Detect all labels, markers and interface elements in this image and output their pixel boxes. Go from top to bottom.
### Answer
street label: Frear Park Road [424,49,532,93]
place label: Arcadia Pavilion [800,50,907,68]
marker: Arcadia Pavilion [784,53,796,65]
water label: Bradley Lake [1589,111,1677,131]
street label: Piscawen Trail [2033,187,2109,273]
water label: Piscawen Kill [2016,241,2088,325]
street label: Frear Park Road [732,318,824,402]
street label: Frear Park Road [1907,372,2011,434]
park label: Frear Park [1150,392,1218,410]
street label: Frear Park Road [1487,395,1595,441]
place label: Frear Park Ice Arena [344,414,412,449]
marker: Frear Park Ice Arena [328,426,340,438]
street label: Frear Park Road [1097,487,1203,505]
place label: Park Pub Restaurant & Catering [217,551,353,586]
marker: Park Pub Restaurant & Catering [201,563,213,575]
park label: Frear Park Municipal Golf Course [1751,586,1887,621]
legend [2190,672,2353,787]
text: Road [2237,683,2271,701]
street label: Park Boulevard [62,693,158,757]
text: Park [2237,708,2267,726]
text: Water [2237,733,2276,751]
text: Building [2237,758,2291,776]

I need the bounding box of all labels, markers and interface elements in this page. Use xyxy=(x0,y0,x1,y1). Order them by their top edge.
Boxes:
========================
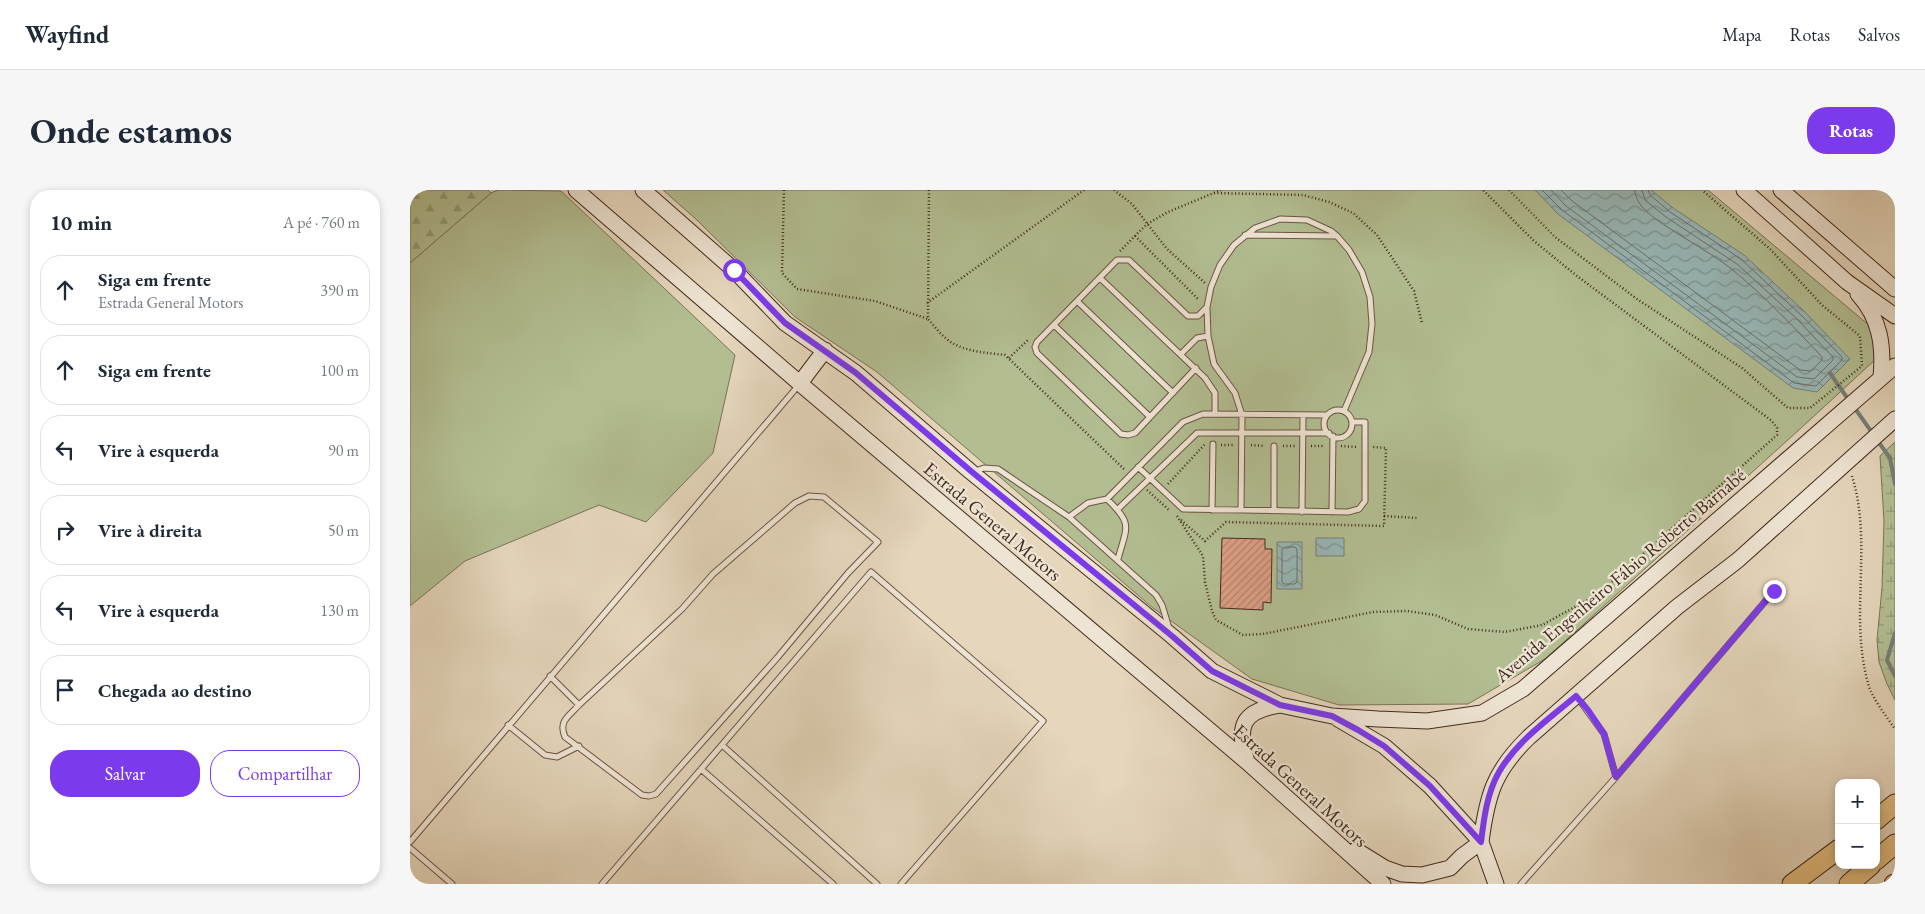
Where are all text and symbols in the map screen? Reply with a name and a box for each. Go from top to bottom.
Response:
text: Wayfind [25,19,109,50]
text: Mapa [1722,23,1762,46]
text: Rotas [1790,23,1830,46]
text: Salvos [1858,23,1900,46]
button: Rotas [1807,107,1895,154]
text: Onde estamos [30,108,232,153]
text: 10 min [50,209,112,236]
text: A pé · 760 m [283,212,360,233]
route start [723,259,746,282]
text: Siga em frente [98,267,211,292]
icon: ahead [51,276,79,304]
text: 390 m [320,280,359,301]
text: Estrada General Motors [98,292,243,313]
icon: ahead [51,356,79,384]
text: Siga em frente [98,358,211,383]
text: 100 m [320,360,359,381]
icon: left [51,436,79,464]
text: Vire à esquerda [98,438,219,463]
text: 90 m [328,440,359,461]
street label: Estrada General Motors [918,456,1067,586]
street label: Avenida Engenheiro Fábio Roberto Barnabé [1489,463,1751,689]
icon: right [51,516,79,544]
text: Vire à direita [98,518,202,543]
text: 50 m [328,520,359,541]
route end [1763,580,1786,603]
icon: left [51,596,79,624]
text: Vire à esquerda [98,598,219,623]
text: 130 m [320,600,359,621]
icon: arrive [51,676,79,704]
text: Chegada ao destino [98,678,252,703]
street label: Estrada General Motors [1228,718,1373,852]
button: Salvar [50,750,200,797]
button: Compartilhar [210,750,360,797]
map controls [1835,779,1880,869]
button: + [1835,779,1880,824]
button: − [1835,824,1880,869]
========================
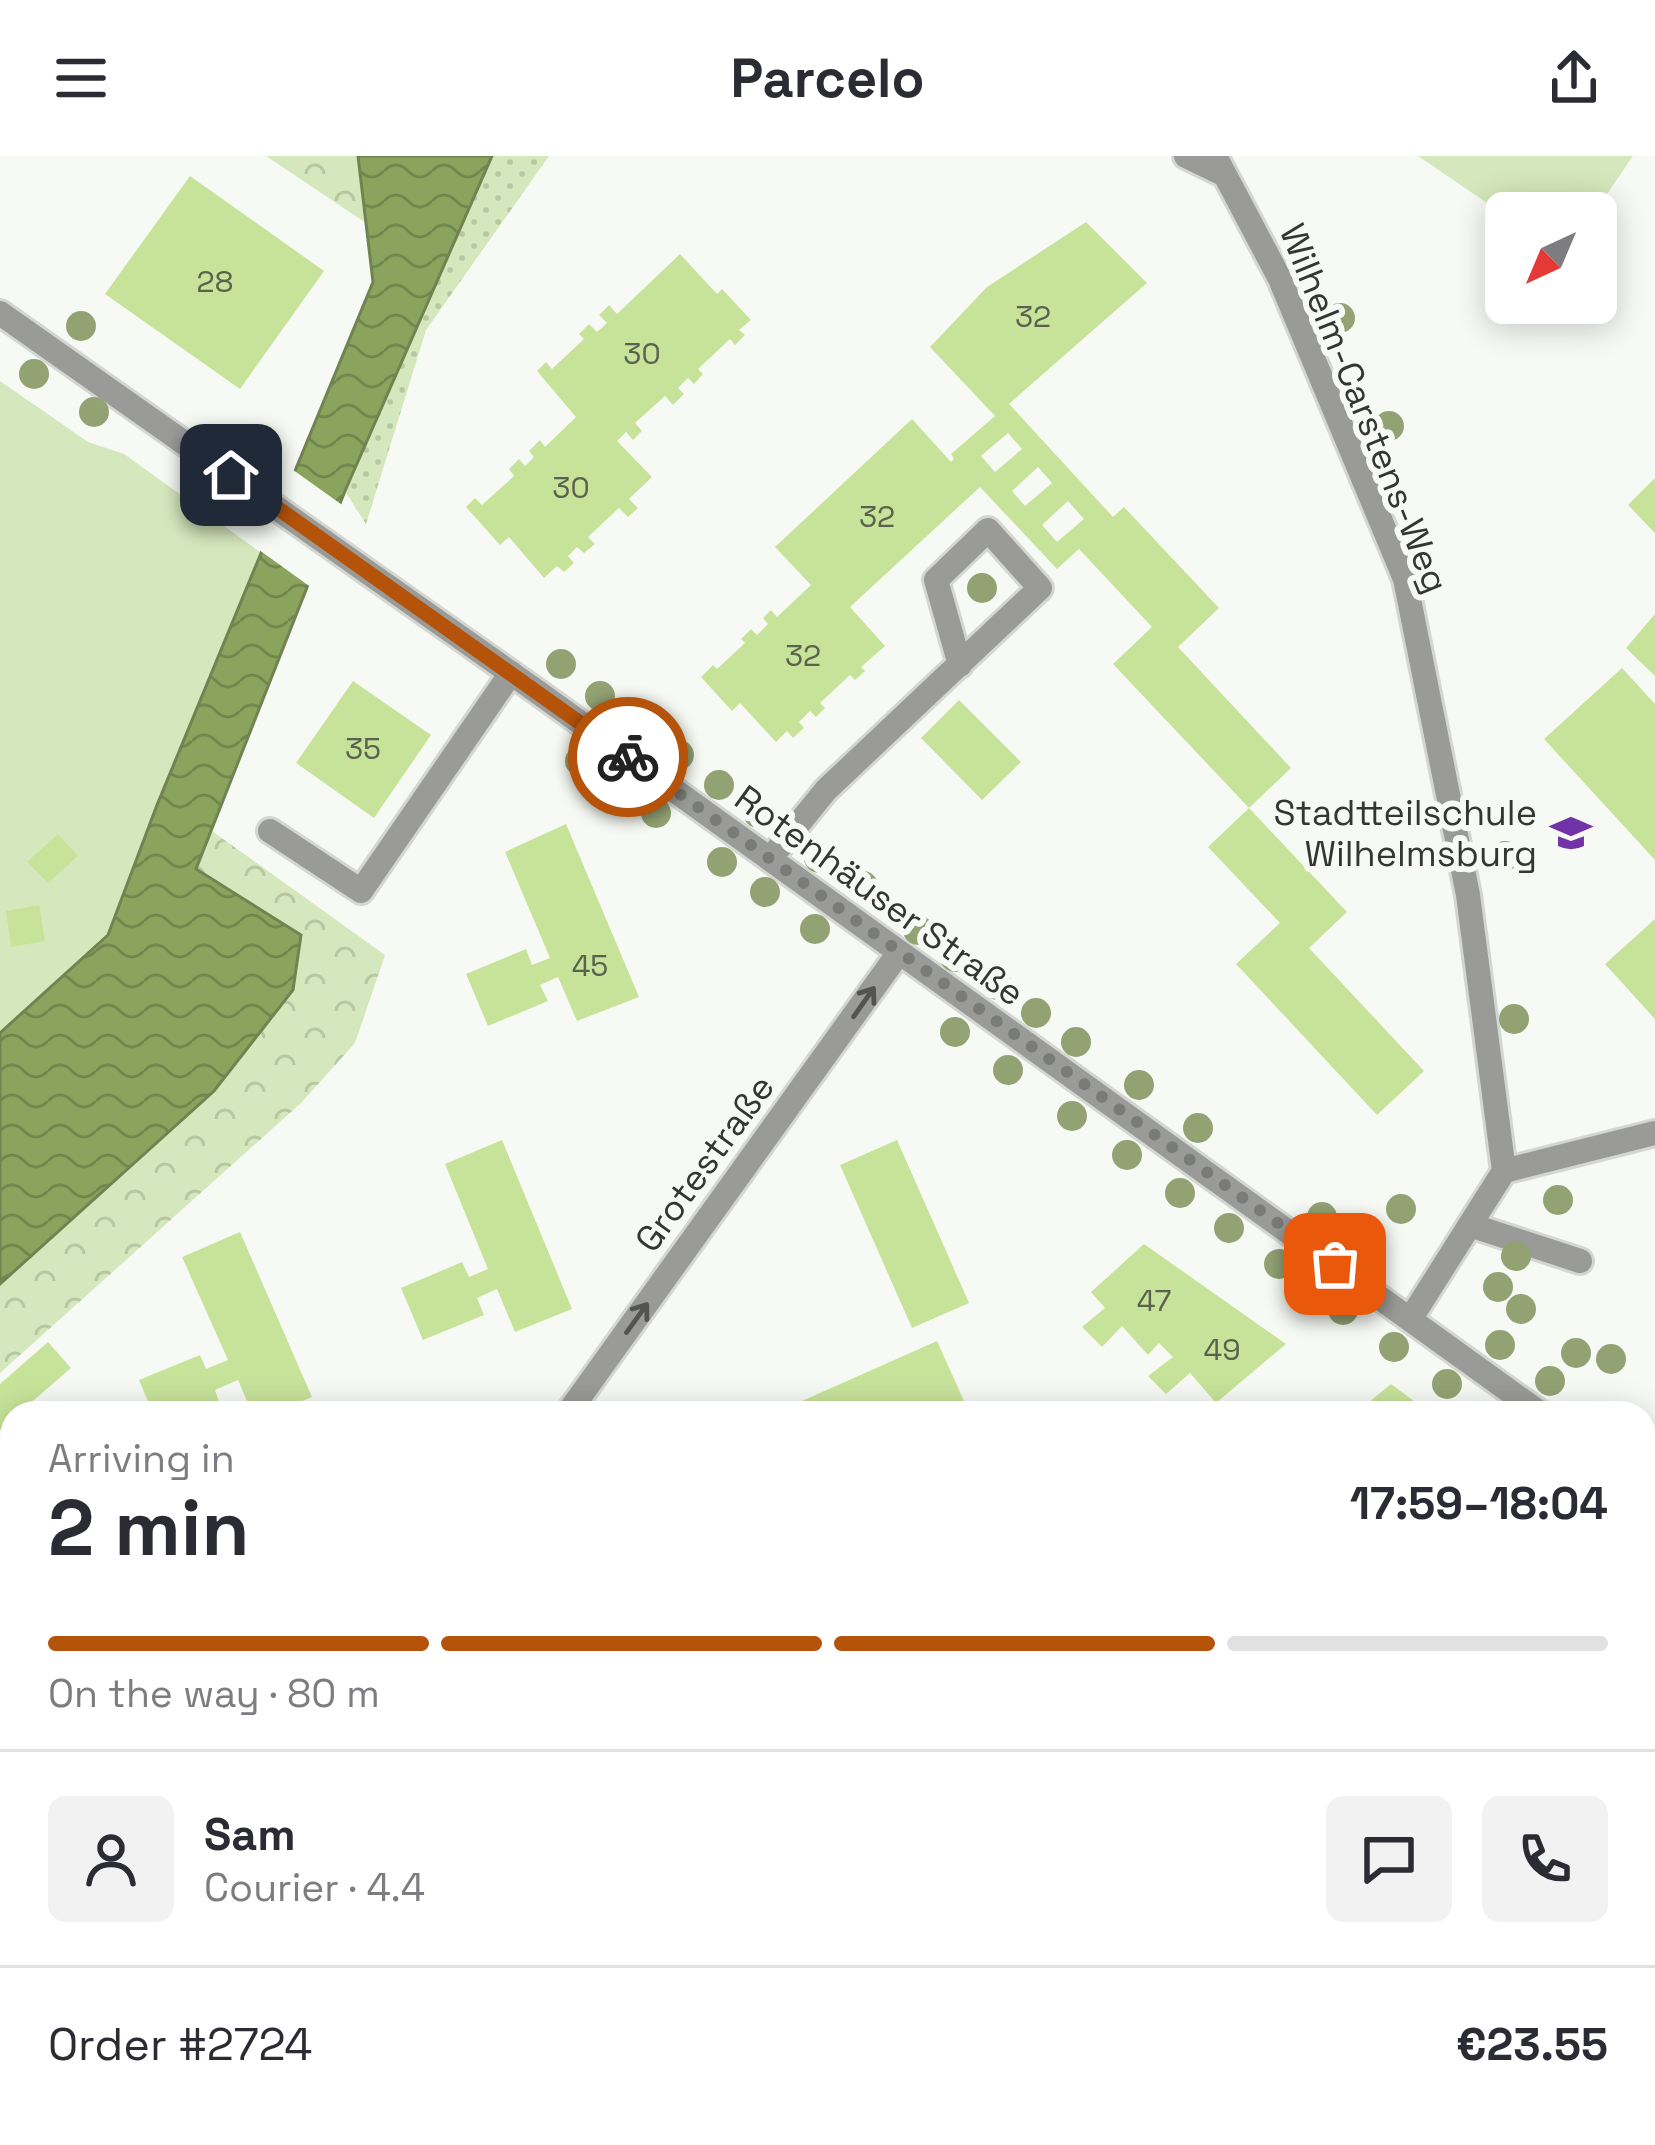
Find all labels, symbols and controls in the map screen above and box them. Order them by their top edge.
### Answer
========================
**YOUR ASSIGNMENT**
Determine how many lines of the material hold the string "edge", and state that number by itself.

**ANSWER FOR THIS EXERCISE**
2